(Task prompt):
Go over the material below and report every line that contains the word "bottom".

(Task inputs):
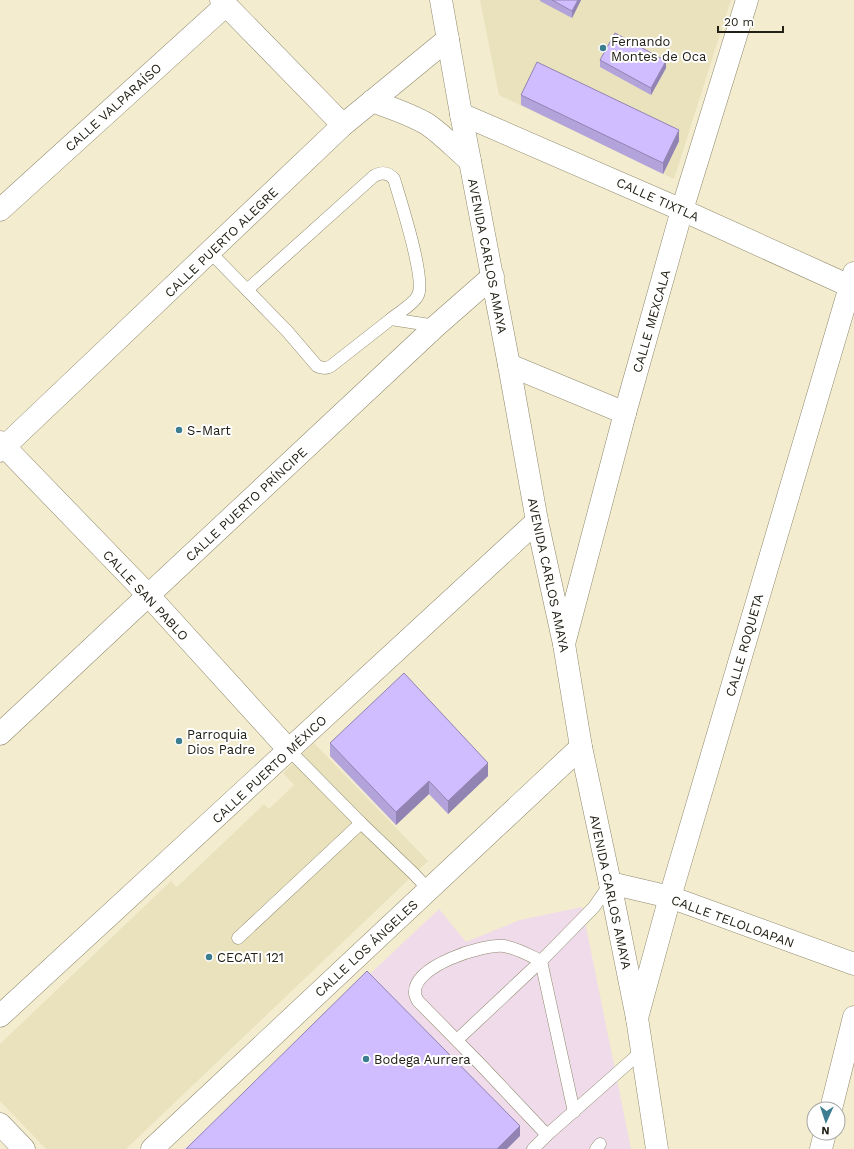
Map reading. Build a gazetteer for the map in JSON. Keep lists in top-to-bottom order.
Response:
---
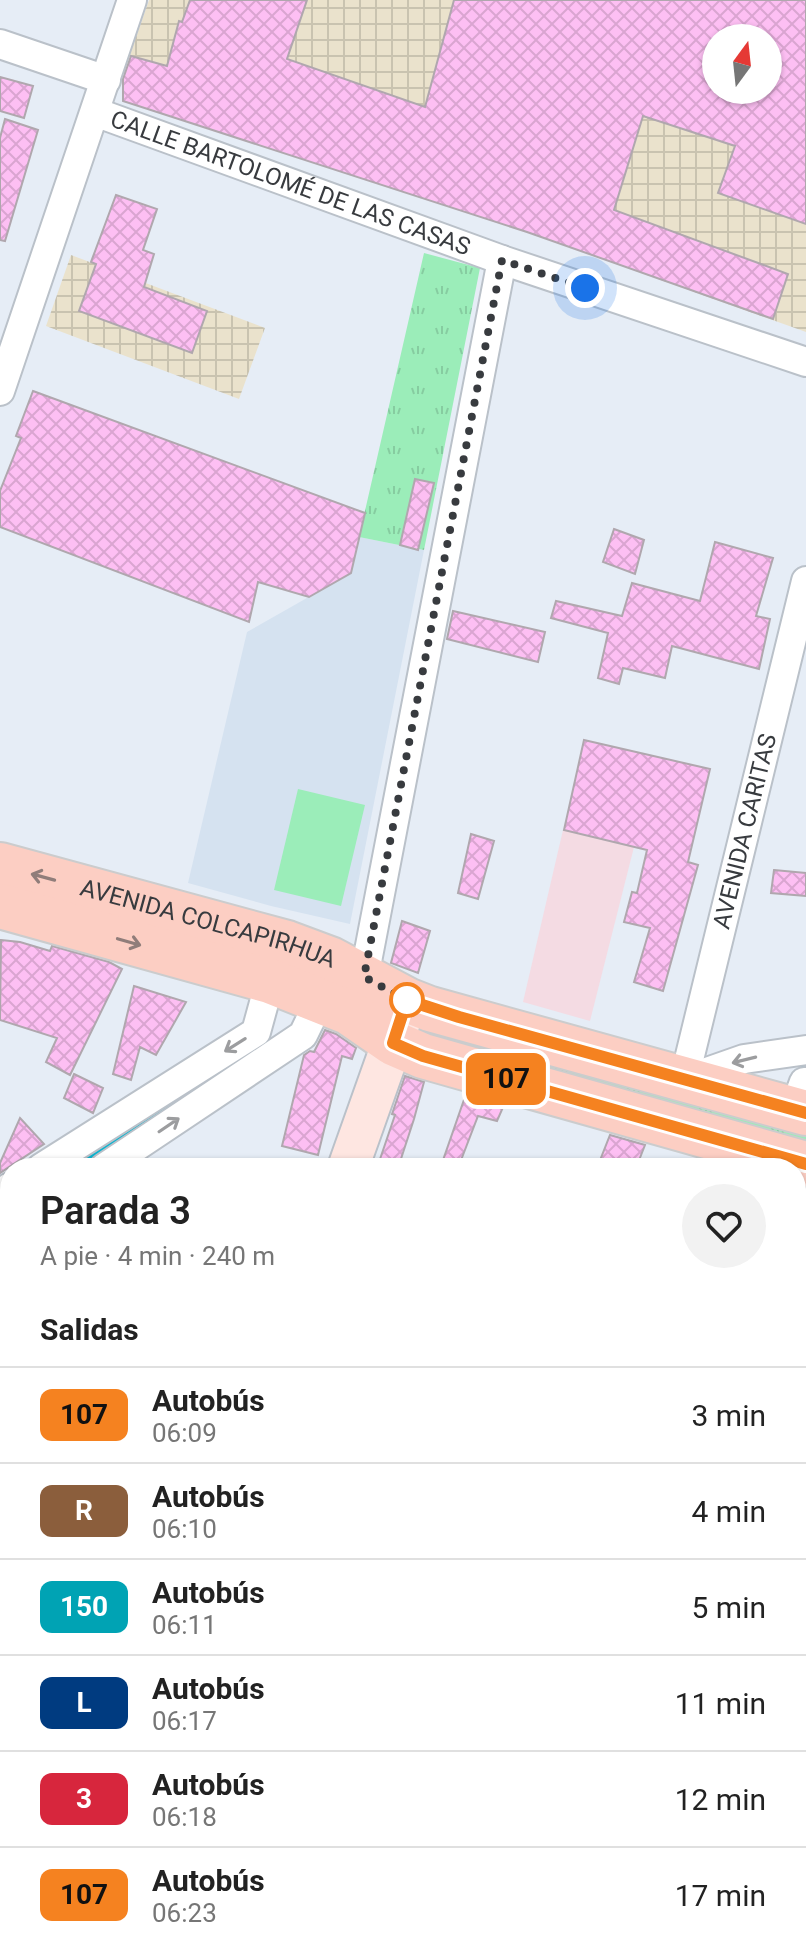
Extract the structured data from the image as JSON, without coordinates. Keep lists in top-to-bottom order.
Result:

(Completed exercise):
Map reading. Build a gazetteer for the map in JSON. Keep lists in top-to-bottom order.
Extract the structured data from the image as JSON, without coordinates. Keep lists in top-to-bottom order.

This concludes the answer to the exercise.